Christian Widow Forced To ‘Reconvert’ In Eastern India

Wednesday, June 9, 2021

By Stefan J. Bos, Chief International Correspondent Worthy News

(Worthy News) - A Christian widow in India’s eastern Odisha state has been forced to ‘re-convert to her old religion by villagers who threatened to prevent her husband’s funeral, Christian aid workers discovered.

Her husband, from the Koya tribal group, which mainly practices a traditional animistic Indian religion, reportedly professed faith in Jesus Christ and started to attend church with his wife.

Other family members also turned to Christianity, according to Christians familiar with the situation.

Barnabas Fund, an aid group supporting believers in India, told Worthy News that after his death, “the Koya villagers forcibly took money from the widow.”

They allegedly “coerced her into re-joining their community, effectively forcing her to re-convert and conducted her husband’s funeral in the traditional, non-Christian way.”

The widow was not identified amid security concerns. In remarks shared with Worthy News, the widow said she had “no other way, and so accepted their custom.”


But the widow reportedly told her pastor: “I will not leave the Lord Jesus. I will come back again.”

Barnabas Fund said the “Christian woman, under tremendous pressure as well as grief from the loss of her husband, was also physically attacked.”

The attacker was identified as her husband’s brother, who “during a dispute over the situation attempted to beat her.” Worthy New wasn’t able to reach out to the brother for comment.

The widow’s husband recently died after he faced opposition from members of his community for his conversion to Christianity, according to Christians.

Tribe members allegedly confiscated parts of his land and sought to obstruct his work on what remained.

Persecution of Christians in rural areas is a persistent issue in India, a heavily Hindu nation with several other religions, including Odisha.


In May, a crowd of around 150 Hindu hardliners reportedly attacked and destroyed a church building in Odisha, which was being constructed in the village of Bodoguda.

The Evangelical Fellowship of India (EFI) recorded 327 instances of discrimination and targeted violence against Christians in 2020, including five murders.

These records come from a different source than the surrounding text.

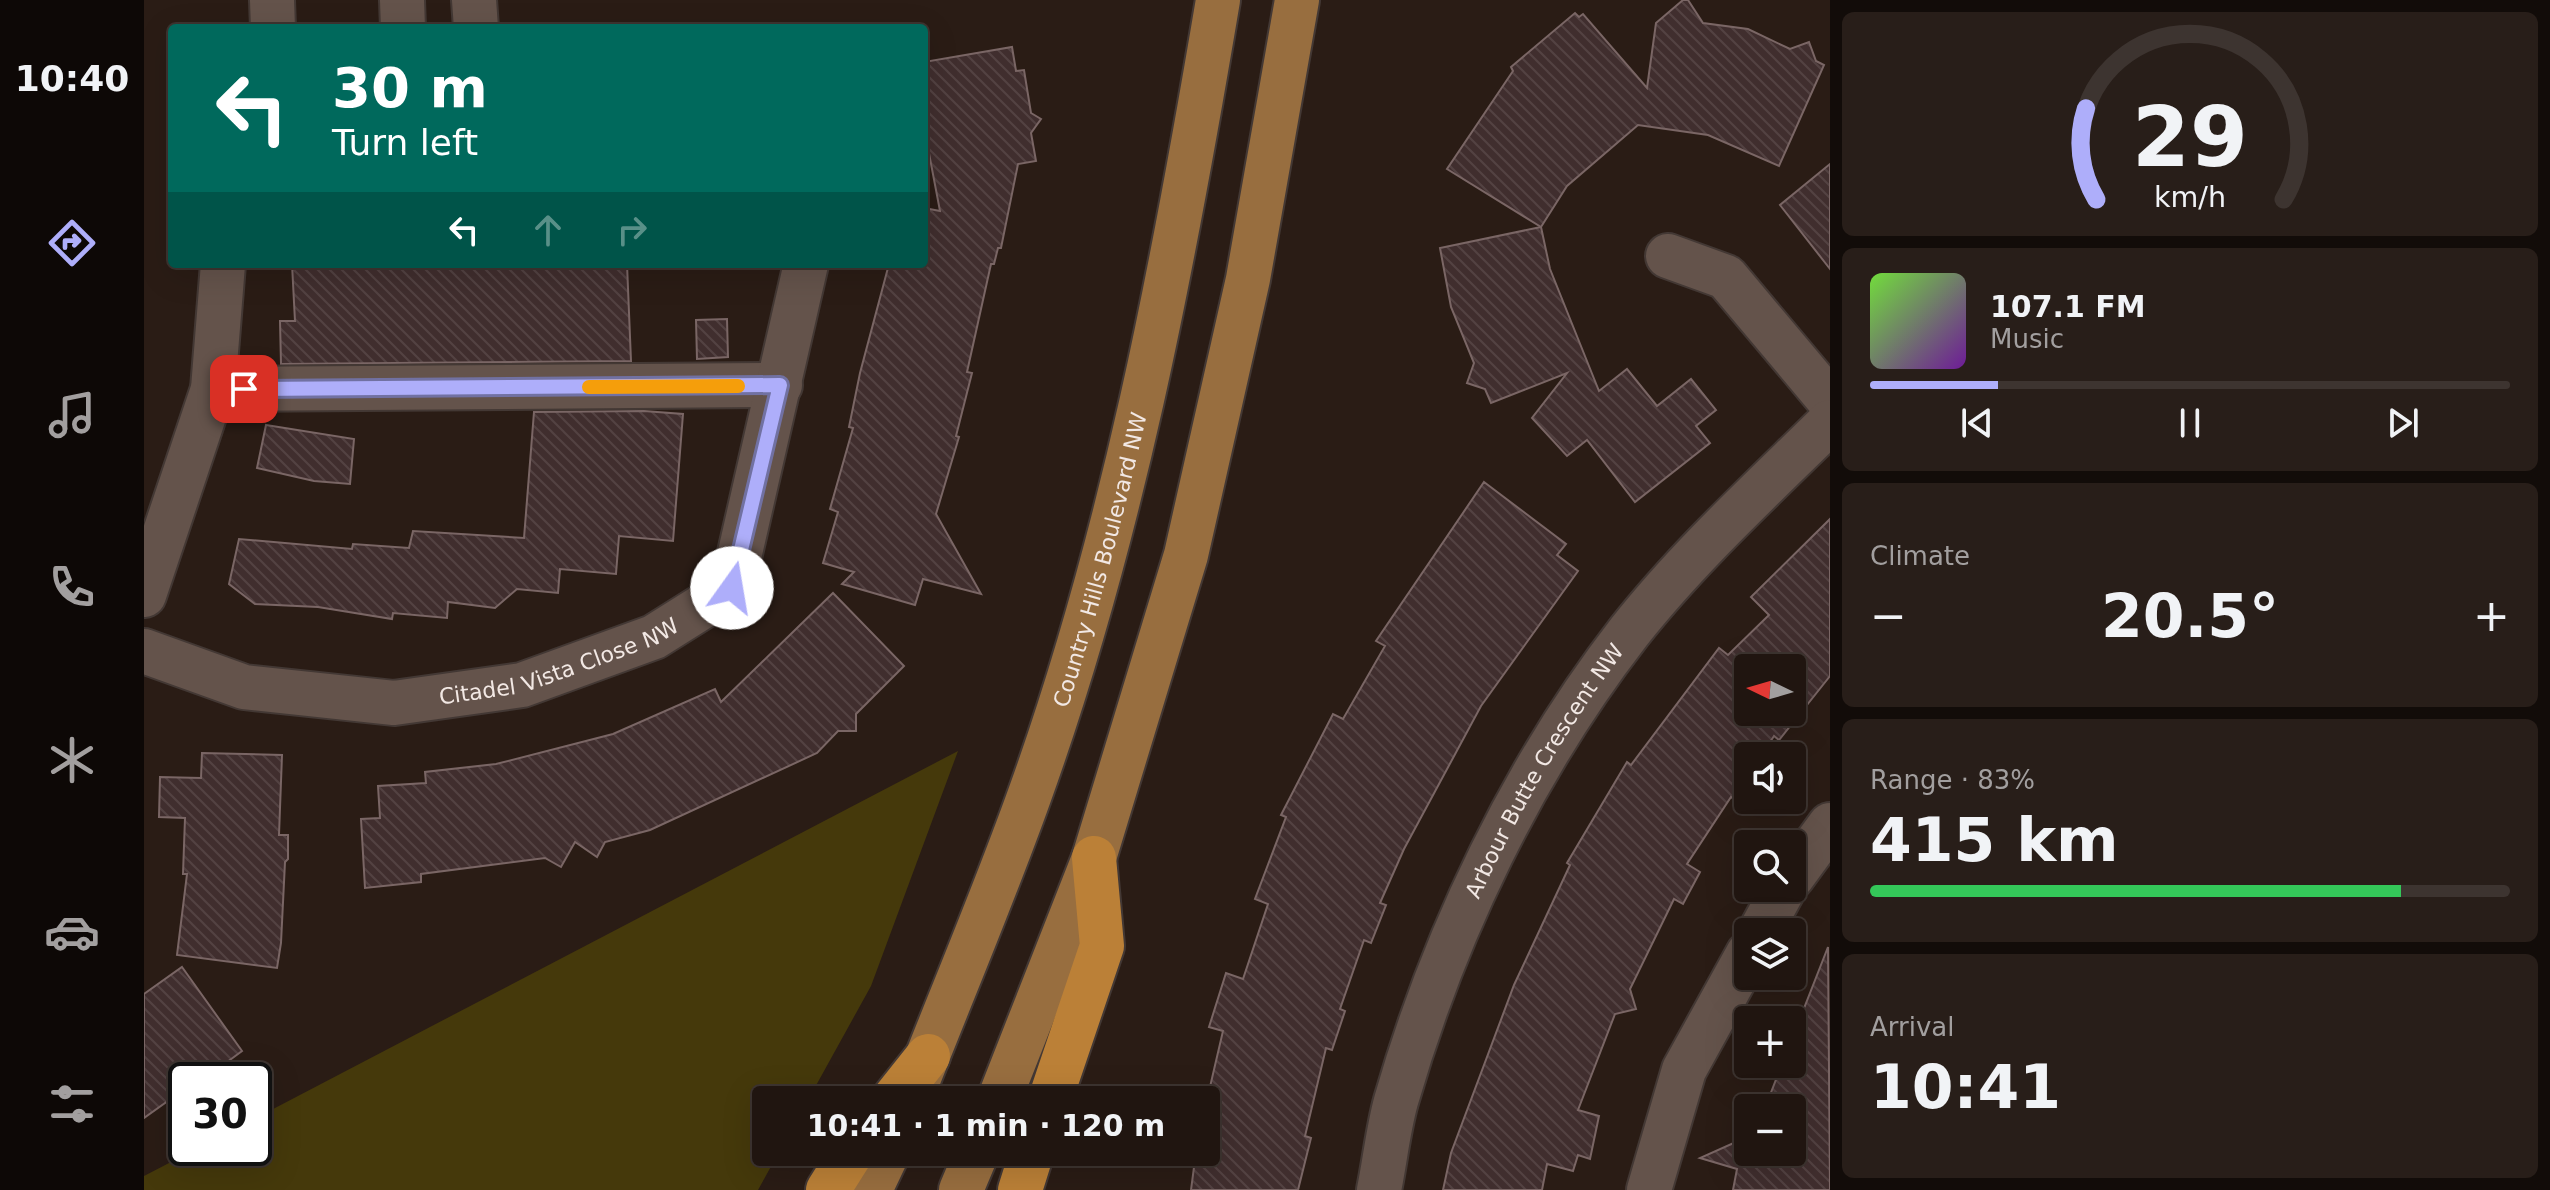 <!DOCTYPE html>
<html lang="en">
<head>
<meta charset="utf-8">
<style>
	:root { --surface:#201510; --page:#281e19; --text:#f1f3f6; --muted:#a29f9f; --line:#3d3430; --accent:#aeaefa }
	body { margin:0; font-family:"DejaVu Sans",sans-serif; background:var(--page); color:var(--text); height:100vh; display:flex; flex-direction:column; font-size:30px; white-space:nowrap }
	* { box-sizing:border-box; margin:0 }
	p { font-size:26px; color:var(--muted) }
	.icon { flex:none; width:44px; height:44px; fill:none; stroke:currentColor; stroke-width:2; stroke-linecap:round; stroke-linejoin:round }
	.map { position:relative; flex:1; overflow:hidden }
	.drawer { display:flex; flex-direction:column; gap:12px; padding:12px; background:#120c09; width:720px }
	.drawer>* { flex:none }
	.top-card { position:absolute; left:24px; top:24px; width:760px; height:244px; border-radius:8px; box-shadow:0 8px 32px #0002,0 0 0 2px var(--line); background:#00695c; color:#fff; overflow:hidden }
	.needle { width:52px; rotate:275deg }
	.buttons { position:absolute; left:1590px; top:654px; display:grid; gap:16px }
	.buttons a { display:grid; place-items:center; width:72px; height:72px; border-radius:8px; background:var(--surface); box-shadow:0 8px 32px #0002,0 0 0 2px var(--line); font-size:40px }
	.speed { position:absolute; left:24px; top:1062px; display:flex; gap:16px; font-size:40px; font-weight:700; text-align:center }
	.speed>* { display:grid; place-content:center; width:104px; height:104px; border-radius:50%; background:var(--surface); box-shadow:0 8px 32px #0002,0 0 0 2px var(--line); line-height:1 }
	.speed .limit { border:4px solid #111; border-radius:12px; background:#fff; color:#111 }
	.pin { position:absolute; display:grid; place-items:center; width:68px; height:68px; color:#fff; margin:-34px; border-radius:16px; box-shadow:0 4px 12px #0006 }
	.me { position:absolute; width:88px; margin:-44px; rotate:13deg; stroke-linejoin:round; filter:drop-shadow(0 0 6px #0008) }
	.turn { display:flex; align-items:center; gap:28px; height:168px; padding:0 32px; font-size:36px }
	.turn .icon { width:104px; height:104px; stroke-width:2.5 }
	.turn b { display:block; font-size:56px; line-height:68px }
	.lanes { display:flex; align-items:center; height:76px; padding:0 32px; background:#0003; justify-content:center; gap:40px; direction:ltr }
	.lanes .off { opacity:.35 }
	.big { font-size:60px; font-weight:600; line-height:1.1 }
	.drawer .tile { flex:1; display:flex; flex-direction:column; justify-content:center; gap:12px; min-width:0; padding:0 28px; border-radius:12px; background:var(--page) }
	.drawer .dial { align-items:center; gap:0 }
	.dial svg { height:208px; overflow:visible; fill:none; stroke:var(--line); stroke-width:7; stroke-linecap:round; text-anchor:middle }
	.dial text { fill:var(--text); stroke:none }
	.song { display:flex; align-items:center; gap:24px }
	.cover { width:96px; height:96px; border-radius:12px; background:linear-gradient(135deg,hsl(100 70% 55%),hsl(280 70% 35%)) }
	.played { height:8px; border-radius:4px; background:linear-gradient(90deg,var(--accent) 20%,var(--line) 20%) }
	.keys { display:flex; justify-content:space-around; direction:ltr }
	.heat { display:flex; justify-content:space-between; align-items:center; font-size:44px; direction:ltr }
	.charge { height:12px; border-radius:6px; background:linear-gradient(90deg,#34c759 83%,var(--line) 0) }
	.trip { position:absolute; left:608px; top:1086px; width:468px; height:80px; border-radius:8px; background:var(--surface); box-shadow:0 8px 32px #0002,0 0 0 2px var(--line); font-weight:600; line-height:80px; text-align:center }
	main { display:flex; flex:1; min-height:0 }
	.menu { display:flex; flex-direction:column; width:144px; justify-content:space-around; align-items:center; background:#0d0806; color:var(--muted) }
	.menu .icon { width:56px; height:56px }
	.menu .selected { color:var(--accent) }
	.menu b { font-size:36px; color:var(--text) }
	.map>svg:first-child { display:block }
	.green { fill:#45390b }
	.building { fill:url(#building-back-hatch); stroke:#7a6665; stroke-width:2; fill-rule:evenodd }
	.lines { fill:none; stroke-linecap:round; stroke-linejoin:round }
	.minor-casing { stroke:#433834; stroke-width:48 }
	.major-casing { stroke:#433834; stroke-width:48 }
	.highway-casing { stroke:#433834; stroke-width:48 }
	.minor { stroke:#64534b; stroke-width:44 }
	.major { stroke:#986e3f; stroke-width:44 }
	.highway { stroke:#bb8037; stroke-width:44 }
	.route-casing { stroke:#7171a2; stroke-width:20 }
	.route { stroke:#aeaefa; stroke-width:14 }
	.slow { stroke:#f59e0b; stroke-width:14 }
	.labels { text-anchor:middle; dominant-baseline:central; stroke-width:8; stroke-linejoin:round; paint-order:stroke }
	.street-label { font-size:22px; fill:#f2e8e4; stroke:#2a1c15 }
</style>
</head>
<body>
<main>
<nav class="menu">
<b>10:40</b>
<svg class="icon selected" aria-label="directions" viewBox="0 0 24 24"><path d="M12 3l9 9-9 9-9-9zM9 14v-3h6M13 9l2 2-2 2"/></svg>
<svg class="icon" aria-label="music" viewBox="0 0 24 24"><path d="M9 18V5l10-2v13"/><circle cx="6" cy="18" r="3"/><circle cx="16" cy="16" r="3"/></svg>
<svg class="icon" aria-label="phone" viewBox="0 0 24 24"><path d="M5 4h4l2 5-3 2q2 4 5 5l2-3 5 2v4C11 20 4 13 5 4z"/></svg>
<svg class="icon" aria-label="climate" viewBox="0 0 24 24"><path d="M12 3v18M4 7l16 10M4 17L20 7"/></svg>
<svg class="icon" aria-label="car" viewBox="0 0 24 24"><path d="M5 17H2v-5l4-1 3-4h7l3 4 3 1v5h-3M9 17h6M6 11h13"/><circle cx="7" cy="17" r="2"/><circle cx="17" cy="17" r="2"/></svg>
<svg class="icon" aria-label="filters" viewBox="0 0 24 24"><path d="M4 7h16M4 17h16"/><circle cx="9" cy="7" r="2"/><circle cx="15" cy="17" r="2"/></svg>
</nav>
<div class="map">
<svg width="1686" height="1190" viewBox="0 0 1686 1190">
	<defs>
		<pattern id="building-back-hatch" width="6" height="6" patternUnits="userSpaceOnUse" patternTransform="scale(2)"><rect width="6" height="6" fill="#402e2e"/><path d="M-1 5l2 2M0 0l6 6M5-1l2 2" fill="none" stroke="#534242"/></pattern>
	</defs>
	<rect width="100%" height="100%" fill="#2a1c15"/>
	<path class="green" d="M814,751L727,986L664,1100H622V1152H635L614,1190H0V1176L54,1148H110V1119Z"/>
	<g class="building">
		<path d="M1539,0H1544L1559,23L1604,29L1646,49L1665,42L1672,61L1680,65L1635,166L1564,135L1494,125L1423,186L1397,227L1303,169L1369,71L1367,67L1431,13L1435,17L1439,14L1503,88L1512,23Z"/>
		<path d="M868,47L872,71L880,70L887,113L897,119L887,133L892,161L874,164L857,248H854L850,264H847L823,372L828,373L812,436L815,437L792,514L837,594L779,579L771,605L698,584L710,572L679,563L694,512L686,509L709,428L705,427L716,373L745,264H780V208L796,211L780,127V62Z"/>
		<path d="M1686,164V269L1636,205Z"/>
		<path d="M1397,227L1406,269L1455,391L1483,369L1513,406L1547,379L1572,410L1552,426L1566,443L1491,502L1443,440L1423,456L1388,418L1423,373L1347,403L1341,389L1323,383L1330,363L1307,307L1296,248Z"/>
		<path d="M148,264H483L487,361L137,364L136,321H151Z"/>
		<path d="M583,319L584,357L553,359L552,320Z"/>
		<path d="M500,411L539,414L529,541L475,536L472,574L416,569L414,593L373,589L351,608L304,602L303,618L249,613L248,619L174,607L111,604L85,584L95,539L208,549L209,544L265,548L269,531L380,538L390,412Z"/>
		<path d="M122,425L210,439L206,484L170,481L113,468Z"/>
		<path d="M1340,482L1422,544L1413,555L1434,571L1337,706L1260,849L1236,903L1242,905L1227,943L1220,940L1196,1009L1201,1011L1188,1050L1182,1048L1161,1136L1167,1138L1154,1190H1047L1052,1152H1062V1104L1079,1031L1065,1027L1082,973L1099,979L1124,904L1111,899L1142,817L1137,815L1189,714L1199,719L1241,646L1232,641Z"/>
		<path d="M1686,519V676L1635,740L1630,736L1617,756H1604V782L1591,800L1587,797L1543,864L1556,872L1539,904L1530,899L1486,989L1492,1009L1471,1014L1434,1110L1455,1116L1446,1159L1434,1155L1429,1171L1403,1164L1398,1190H1299L1307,1153L1370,985L1426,865L1423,863L1483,762L1487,765L1575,648L1584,655L1625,615L1607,597ZM1604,668H1648V712H1604Z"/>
		<path d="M689,593L760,666L712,714V731H694L673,753L506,830L461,842L453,857L431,842L417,867L401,858L277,874V882L221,888L217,819L236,818L234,786L282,783L281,772L352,764L469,734L571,689L577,702Z"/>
		<path d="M58,753L138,755L135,835H144V859L141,862L137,943L133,968L33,955L43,874H39L41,818L15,817L16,777L57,778Z"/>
		<path d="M1684,947L1686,1190H1589L1593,1169L1556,1158L1592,1142L1601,1107L1606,1108L1604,1152H1648V1108H1621L1638,1064H1648V1039Z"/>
		<path d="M38,967L98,1051L75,1068L73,1080H42V1088L0,1118V994Z"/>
	</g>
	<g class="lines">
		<defs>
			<g id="minor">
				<path d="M128,0L129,28"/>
				<path d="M258,0L259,28"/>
				<path d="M330,0L332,28"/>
				<path d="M1524,256L1582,277L1686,401"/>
				<path d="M69,389L636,385"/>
				<path d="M0,595L69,389L79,264"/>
				<path id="s1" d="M0,651L100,687L250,703L378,685L510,637L588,588L662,264"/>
				<path d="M1648,877L1686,825"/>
				<path d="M1616,932L1640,888"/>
				<path id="s2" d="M1235,1190C1241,1161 1244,1130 1252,1101C1300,934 1379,769 1485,632C1545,556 1617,490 1686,422"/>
				<path d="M1505,1190L1540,1070L1604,954"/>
			</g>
			<g id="major">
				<path id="s3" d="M769,1093C808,993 850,895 886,794C978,538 1029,267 1074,0"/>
				<path d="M855,1100L950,858L1042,555L1104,279L1153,0"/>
				<path d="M726,1190L744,1152"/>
				<path d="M817,1190L833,1152"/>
			</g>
			<g id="highway">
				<path d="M749,1100L784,1056"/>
				<path d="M906,1100L958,946L950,858"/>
				<path d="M684,1190L708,1152"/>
				<path d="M876,1190L888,1152"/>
			</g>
		</defs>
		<use href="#minor" class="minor-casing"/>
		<use href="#major" class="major-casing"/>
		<use href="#highway" class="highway-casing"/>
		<use href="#minor" class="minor"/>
		<use href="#major" class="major"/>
		<use href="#highway" class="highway"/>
	</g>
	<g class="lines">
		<defs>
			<path id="route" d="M100,389L636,385L588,588"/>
		</defs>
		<use href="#route" class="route-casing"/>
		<use href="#route" class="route"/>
		<path class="slow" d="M445,387L594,386"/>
	</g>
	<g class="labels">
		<g class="street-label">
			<text stroke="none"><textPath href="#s3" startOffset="566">Country Hills Boulevard NW</textPath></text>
			<text stroke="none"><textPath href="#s1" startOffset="428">Citadel Vista Close NW</textPath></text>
			<text stroke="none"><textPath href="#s2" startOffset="454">Arbour Butte Crescent NW</textPath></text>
		</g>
	</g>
</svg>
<div class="buttons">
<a><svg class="needle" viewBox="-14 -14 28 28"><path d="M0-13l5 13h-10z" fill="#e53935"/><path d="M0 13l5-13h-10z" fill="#a29f9f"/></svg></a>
<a><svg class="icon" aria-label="sound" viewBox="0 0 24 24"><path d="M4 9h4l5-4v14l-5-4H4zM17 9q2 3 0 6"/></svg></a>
<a><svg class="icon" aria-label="search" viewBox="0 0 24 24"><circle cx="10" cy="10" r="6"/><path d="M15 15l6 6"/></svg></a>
<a><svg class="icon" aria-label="layers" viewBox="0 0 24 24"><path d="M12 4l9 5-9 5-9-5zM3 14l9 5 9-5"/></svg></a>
<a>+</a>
<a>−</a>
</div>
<div class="speed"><div class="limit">30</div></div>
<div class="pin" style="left:100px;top:389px;background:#d93025"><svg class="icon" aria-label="arrive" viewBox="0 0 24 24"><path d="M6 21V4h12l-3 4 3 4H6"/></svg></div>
<svg class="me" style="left:588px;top:588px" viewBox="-20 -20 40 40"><circle r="19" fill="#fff"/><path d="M0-13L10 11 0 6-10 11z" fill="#aeaefa"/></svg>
<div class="trip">10:41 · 1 min · 120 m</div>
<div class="top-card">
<div class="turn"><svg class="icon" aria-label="left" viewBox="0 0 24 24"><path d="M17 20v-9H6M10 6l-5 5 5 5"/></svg><div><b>30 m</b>Turn left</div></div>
<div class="lanes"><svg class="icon" aria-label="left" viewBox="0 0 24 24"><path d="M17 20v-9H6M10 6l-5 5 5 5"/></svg><svg class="icon off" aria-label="ahead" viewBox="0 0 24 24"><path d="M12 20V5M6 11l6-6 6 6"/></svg><svg class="icon off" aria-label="right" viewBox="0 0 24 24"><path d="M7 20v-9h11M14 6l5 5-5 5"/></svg></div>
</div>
</div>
<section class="drawer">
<div class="tile dial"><svg viewBox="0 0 100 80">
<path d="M14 69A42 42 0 1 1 86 69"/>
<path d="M14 69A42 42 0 0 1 10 34" stroke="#aeaefa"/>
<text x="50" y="56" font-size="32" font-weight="700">29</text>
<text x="50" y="72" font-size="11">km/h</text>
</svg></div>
<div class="tile">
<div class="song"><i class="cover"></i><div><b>107.1 FM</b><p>Music</p></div></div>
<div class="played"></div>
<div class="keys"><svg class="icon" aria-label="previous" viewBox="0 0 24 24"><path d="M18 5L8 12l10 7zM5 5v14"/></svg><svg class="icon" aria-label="pause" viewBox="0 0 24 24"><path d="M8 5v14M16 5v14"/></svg><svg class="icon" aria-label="next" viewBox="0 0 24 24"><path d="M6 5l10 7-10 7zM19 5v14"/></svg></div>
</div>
<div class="tile"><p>Climate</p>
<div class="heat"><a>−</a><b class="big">20.5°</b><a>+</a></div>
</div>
<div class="tile"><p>Range · 83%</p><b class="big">415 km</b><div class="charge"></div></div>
<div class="tile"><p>Arrival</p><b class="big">10:41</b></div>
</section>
</main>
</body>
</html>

At least six churches were burnt or destroyed and 26 incidents of social boycotting in that period, according to EFI investigators.

The EFI said this was “by no means an exhaustive list.” The EFI noted that “Christians, especially in rural areas of several states across the country.”

Believers, it stressed, “were victims of violence, had their congregational prayers disturbed, and places of worship attacked.”

EFI is a charter member of the World Evangelical Alliance. It says its membership includes over 54 protestant denominations and related congregations over 65,000 Churches.

The EFI also supports over “150 Church-related mission agencies and organizations and thousands of individual members.”